• Task details: Exactly reproduce each of the entries shown below.

• Supplied information:
-- Opening Marker --
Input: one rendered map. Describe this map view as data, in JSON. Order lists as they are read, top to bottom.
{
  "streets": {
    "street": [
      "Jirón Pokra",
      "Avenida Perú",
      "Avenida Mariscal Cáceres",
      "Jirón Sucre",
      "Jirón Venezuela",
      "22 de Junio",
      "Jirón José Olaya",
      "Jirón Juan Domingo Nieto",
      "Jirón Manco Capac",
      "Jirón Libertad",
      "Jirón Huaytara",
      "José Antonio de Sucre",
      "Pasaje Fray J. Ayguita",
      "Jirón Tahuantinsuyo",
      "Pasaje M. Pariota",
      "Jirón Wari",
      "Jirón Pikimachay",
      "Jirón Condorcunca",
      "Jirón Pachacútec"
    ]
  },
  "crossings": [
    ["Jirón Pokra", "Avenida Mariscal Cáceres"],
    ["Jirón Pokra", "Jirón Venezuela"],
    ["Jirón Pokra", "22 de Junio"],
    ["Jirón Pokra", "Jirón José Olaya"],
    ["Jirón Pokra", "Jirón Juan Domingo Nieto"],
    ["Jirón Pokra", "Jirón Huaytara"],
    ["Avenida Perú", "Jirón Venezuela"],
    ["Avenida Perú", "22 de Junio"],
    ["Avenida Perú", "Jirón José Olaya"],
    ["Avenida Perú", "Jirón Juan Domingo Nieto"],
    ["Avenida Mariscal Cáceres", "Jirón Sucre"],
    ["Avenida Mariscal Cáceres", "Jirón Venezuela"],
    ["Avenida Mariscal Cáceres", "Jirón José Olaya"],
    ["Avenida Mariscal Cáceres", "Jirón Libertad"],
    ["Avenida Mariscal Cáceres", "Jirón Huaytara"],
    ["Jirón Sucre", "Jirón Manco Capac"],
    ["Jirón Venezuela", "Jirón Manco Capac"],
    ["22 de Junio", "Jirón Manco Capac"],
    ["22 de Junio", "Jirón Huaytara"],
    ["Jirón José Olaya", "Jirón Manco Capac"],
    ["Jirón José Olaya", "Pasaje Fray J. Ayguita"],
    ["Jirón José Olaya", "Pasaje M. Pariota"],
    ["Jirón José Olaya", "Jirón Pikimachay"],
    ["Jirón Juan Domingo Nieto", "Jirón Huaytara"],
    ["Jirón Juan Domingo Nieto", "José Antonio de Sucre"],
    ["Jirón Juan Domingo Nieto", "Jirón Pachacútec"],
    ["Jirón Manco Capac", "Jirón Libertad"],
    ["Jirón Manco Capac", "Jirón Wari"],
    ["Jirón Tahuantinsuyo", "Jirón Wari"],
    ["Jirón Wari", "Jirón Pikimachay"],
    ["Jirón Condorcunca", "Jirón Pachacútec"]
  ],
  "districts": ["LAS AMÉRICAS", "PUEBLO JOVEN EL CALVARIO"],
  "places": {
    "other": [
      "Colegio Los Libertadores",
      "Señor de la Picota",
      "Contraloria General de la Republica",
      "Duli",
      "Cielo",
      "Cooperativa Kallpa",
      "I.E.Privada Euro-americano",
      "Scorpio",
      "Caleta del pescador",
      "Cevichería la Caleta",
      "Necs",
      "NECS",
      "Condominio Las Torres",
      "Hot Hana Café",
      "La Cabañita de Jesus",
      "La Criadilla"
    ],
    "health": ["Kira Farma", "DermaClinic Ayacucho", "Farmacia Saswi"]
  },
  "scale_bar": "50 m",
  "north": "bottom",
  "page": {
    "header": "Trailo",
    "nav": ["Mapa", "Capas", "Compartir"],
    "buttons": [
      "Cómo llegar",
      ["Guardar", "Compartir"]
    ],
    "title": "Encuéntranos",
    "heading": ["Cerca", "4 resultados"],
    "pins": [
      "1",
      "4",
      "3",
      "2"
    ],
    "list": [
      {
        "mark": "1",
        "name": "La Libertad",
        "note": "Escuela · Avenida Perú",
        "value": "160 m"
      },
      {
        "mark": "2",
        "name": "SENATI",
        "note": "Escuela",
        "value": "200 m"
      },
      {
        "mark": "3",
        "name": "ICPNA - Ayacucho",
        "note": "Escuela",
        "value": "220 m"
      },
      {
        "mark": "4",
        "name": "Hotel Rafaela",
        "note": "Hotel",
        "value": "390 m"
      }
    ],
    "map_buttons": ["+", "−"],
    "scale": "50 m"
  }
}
-- Closing Marker --
• Solution:
Input: one rendered map. Describe this map view as data, in JSON. Order lists as they are read, top to bottom.
{
  "streets": {
    "street": [
      "Jirón Pokra",
      "Avenida Perú",
      "Avenida Mariscal Cáceres",
      "Jirón Sucre",
      "Jirón Venezuela",
      "22 de Junio",
      "Jirón José Olaya",
      "Jirón Juan Domingo Nieto",
      "Jirón Manco Capac",
      "Jirón Libertad",
      "Jirón Huaytara",
      "José Antonio de Sucre",
      "Pasaje Fray J. Ayguita",
      "Jirón Tahuantinsuyo",
      "Pasaje M. Pariota",
      "Jirón Wari",
      "Jirón Pikimachay",
      "Jirón Condorcunca",
      "Jirón Pachacútec"
    ]
  },
  "crossings": [
    ["Jirón Pokra", "Avenida Mariscal Cáceres"],
    ["Jirón Pokra", "Jirón Venezuela"],
    ["Jirón Pokra", "22 de Junio"],
    ["Jirón Pokra", "Jirón José Olaya"],
    ["Jirón Pokra", "Jirón Juan Domingo Nieto"],
    ["Jirón Pokra", "Jirón Huaytara"],
    ["Avenida Perú", "Jirón Venezuela"],
    ["Avenida Perú", "22 de Junio"],
    ["Avenida Perú", "Jirón José Olaya"],
    ["Avenida Perú", "Jirón Juan Domingo Nieto"],
    ["Avenida Mariscal Cáceres", "Jirón Sucre"],
    ["Avenida Mariscal Cáceres", "Jirón Venezuela"],
    ["Avenida Mariscal Cáceres", "Jirón José Olaya"],
    ["Avenida Mariscal Cáceres", "Jirón Libertad"],
    ["Avenida Mariscal Cáceres", "Jirón Huaytara"],
    ["Jirón Sucre", "Jirón Manco Capac"],
    ["Jirón Venezuela", "Jirón Manco Capac"],
    ["22 de Junio", "Jirón Manco Capac"],
    ["22 de Junio", "Jirón Huaytara"],
    ["Jirón José Olaya", "Jirón Manco Capac"],
    ["Jirón José Olaya", "Pasaje Fray J. Ayguita"],
    ["Jirón José Olaya", "Pasaje M. Pariota"],
    ["Jirón José Olaya", "Jirón Pikimachay"],
    ["Jirón Juan Domingo Nieto", "Jirón Huaytara"],
    ["Jirón Juan Domingo Nieto", "José Antonio de Sucre"],
    ["Jirón Juan Domingo Nieto", "Jirón Pachacútec"],
    ["Jirón Manco Capac", "Jirón Libertad"],
    ["Jirón Manco Capac", "Jirón Wari"],
    ["Jirón Tahuantinsuyo", "Jirón Wari"],
    ["Jirón Wari", "Jirón Pikimachay"],
    ["Jirón Condorcunca", "Jirón Pachacútec"]
  ],
  "districts": ["LAS AMÉRICAS", "PUEBLO JOVEN EL CALVARIO"],
  "places": {
    "other": [
      "Colegio Los Libertadores",
      "Señor de la Picota",
      "Contraloria General de la Republica",
      "Duli",
      "Cielo",
      "Cooperativa Kallpa",
      "I.E.Privada Euro-americano",
      "Scorpio",
      "Caleta del pescador",
      "Cevichería la Caleta",
      "Necs",
      "NECS",
      "Condominio Las Torres",
      "Hot Hana Café",
      "La Cabañita de Jesus",
      "La Criadilla"
    ],
    "health": ["Kira Farma", "DermaClinic Ayacucho", "Farmacia Saswi"]
  },
  "scale_bar": "50 m",
  "north": "bottom",
  "page": {
    "header": "Trailo",
    "nav": ["Mapa", "Capas", "Compartir"],
    "buttons": [
      "Cómo llegar",
      ["Guardar", "Compartir"]
    ],
    "title": "Encuéntranos",
    "heading": ["Cerca", "4 resultados"],
    "pins": [
      "1",
      "4",
      "3",
      "2"
    ],
    "list": [
      {
        "mark": "1",
        "name": "La Libertad",
        "note": "Escuela · Avenida Perú",
        "value": "160 m"
      },
      {
        "mark": "2",
        "name": "SENATI",
        "note": "Escuela",
        "value": "200 m"
      },
      {
        "mark": "3",
        "name": "ICPNA - Ayacucho",
        "note": "Escuela",
        "value": "220 m"
      },
      {
        "mark": "4",
        "name": "Hotel Rafaela",
        "note": "Hotel",
        "value": "390 m"
      }
    ],
    "map_buttons": ["+", "−"],
    "scale": "50 m"
  }
}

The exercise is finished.